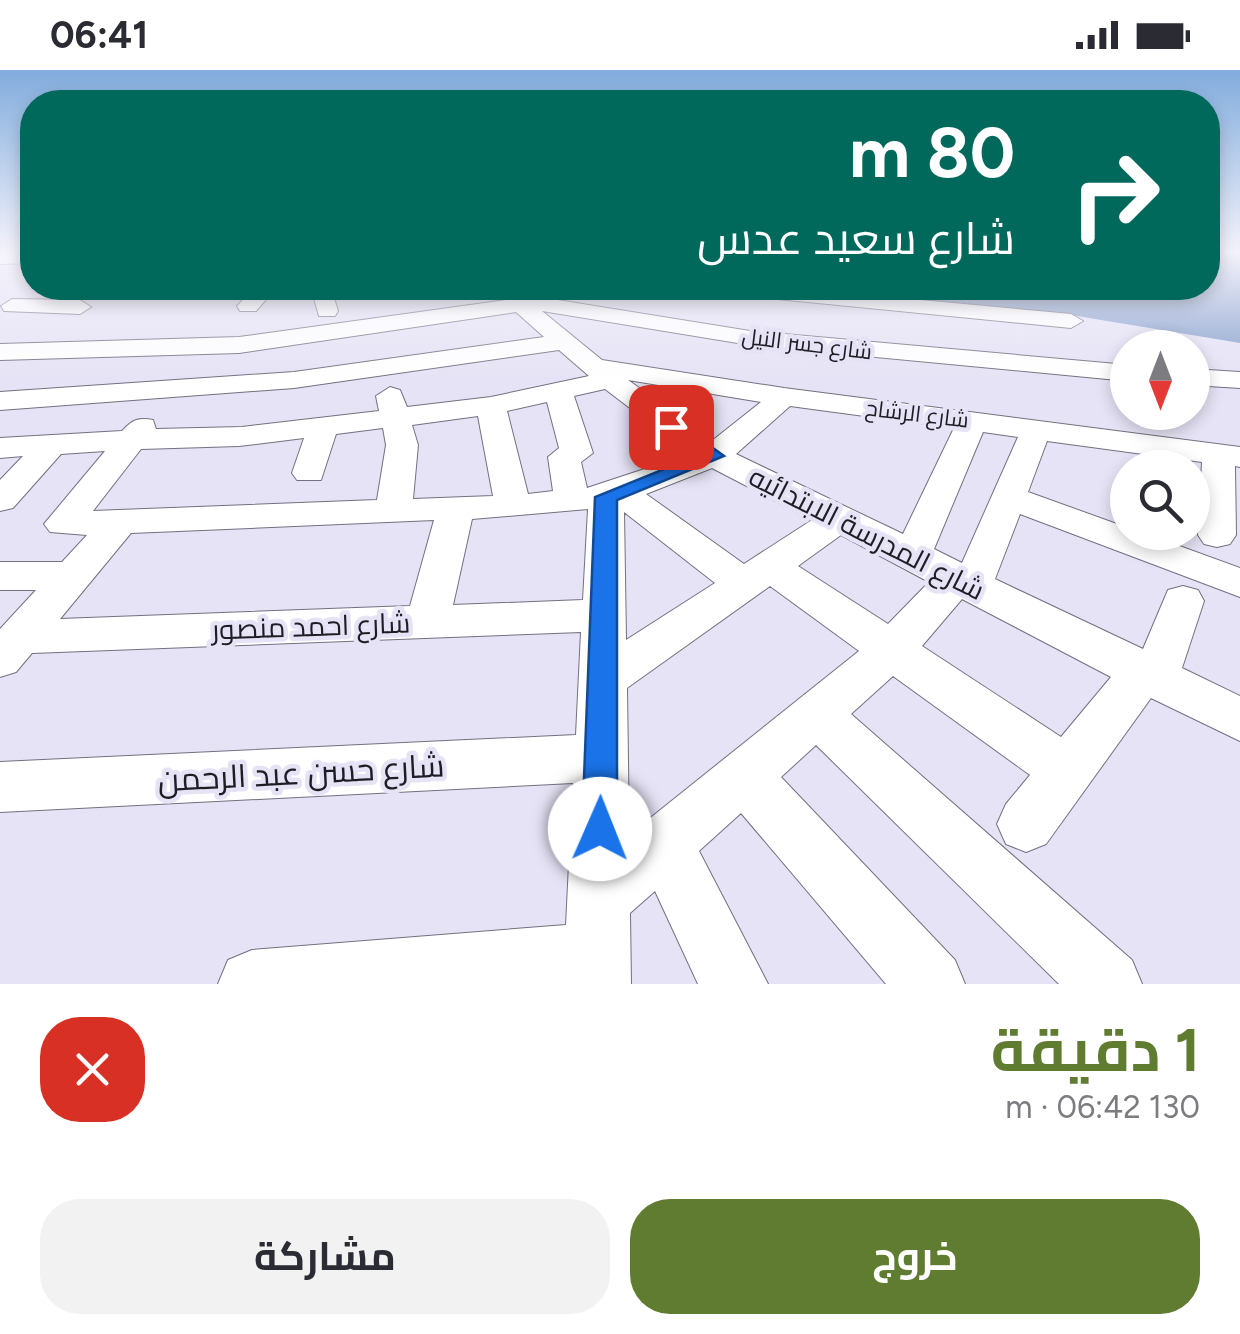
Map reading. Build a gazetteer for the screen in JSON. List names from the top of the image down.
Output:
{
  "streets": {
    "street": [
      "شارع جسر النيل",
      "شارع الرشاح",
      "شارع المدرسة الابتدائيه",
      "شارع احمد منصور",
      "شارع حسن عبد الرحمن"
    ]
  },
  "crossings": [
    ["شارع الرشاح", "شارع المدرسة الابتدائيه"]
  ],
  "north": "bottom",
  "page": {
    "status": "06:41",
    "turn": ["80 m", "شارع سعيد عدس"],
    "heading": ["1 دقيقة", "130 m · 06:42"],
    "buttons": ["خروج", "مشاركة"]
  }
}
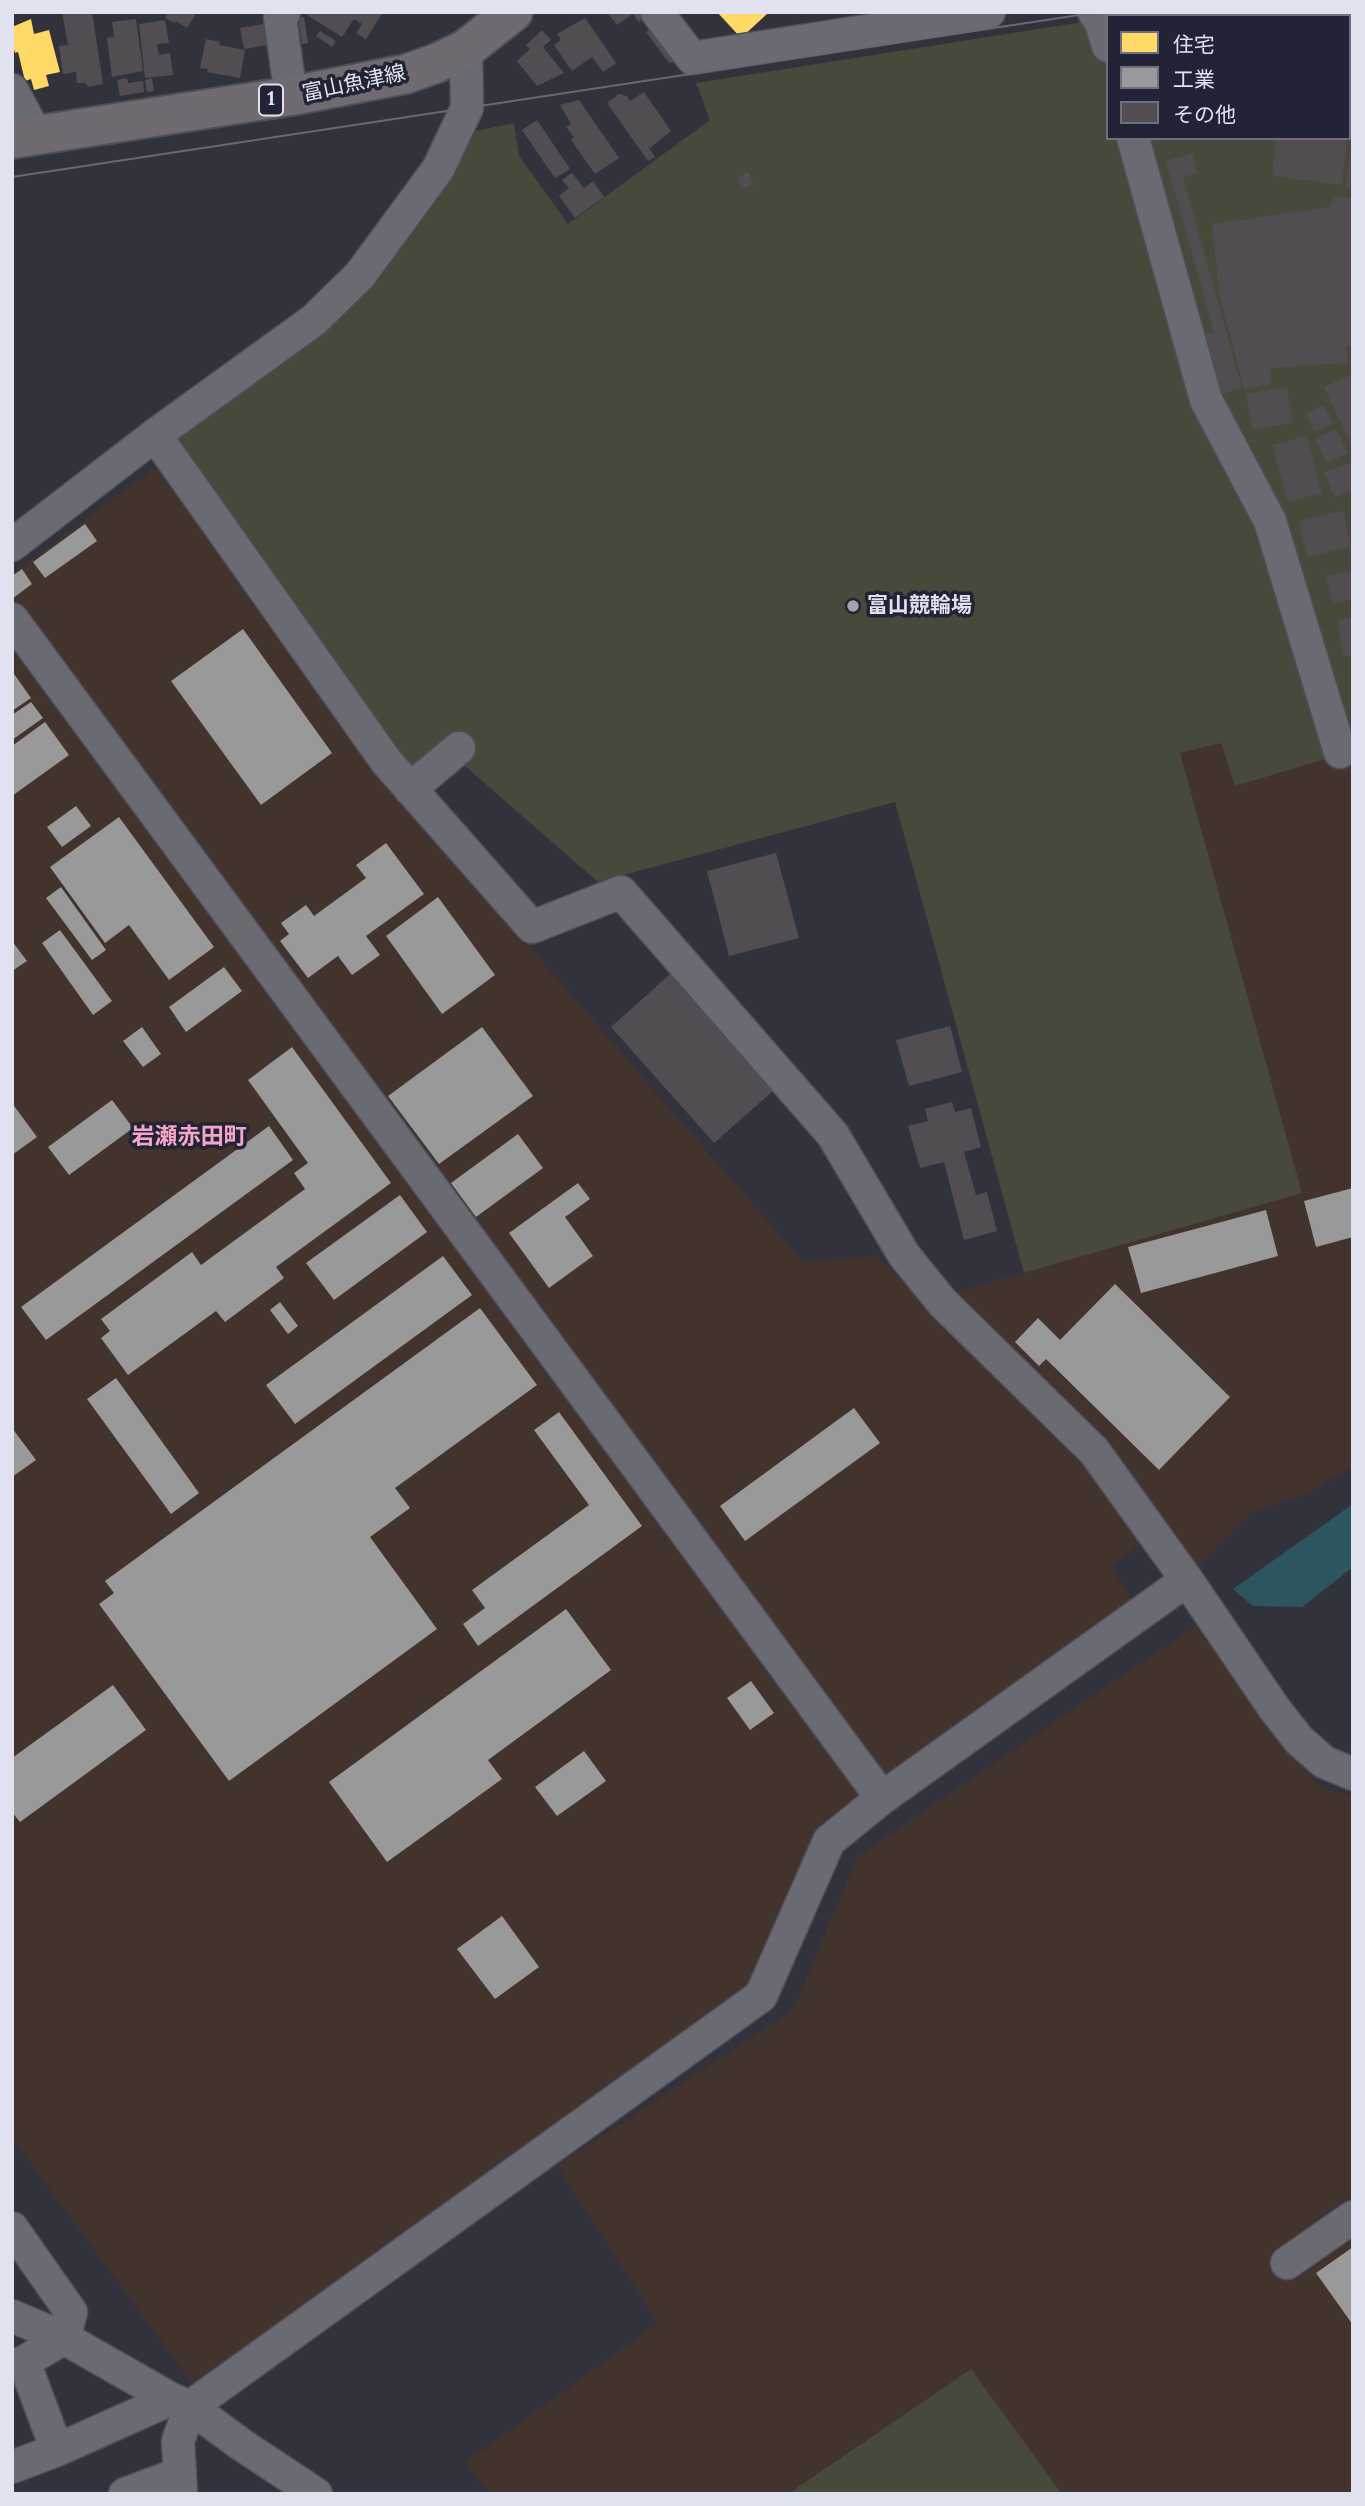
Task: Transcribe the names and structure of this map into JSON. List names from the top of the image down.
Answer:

● What you will do
Wherever a line in the data above contains the word "down", copy that line.

● Exercise response
Map reading. Build a gazetteer for the screen in JSON. List names from the top of the image down.
Task: Transcribe the names and structure of this map into JSON. List names from the top of the image down.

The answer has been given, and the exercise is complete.